Top of Input for this task

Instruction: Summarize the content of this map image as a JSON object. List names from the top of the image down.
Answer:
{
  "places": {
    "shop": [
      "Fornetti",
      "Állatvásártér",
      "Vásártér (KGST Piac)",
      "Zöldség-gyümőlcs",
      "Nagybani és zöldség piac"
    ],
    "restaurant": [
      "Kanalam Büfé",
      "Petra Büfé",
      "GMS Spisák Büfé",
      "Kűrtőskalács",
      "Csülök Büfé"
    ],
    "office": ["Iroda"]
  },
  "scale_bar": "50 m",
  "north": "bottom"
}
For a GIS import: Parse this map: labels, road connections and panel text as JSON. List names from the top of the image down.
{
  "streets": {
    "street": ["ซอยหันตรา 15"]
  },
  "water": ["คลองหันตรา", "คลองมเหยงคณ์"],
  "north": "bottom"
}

Bottom of Input for this task

* [Your instructions] Reproduce the line containing "For a GIS import: Parse" and every line after it. Stop at the last line of the records, and add nothing.

* [Result for this exercise]
For a GIS import: Parse this map: labels, road connections and panel text as JSON. List names from the top of the image down.
{
  "streets": {
    "street": ["ซอยหันตรา 15"]
  },
  "water": ["คลองหันตรา", "คลองมเหยงคณ์"],
  "north": "bottom"
}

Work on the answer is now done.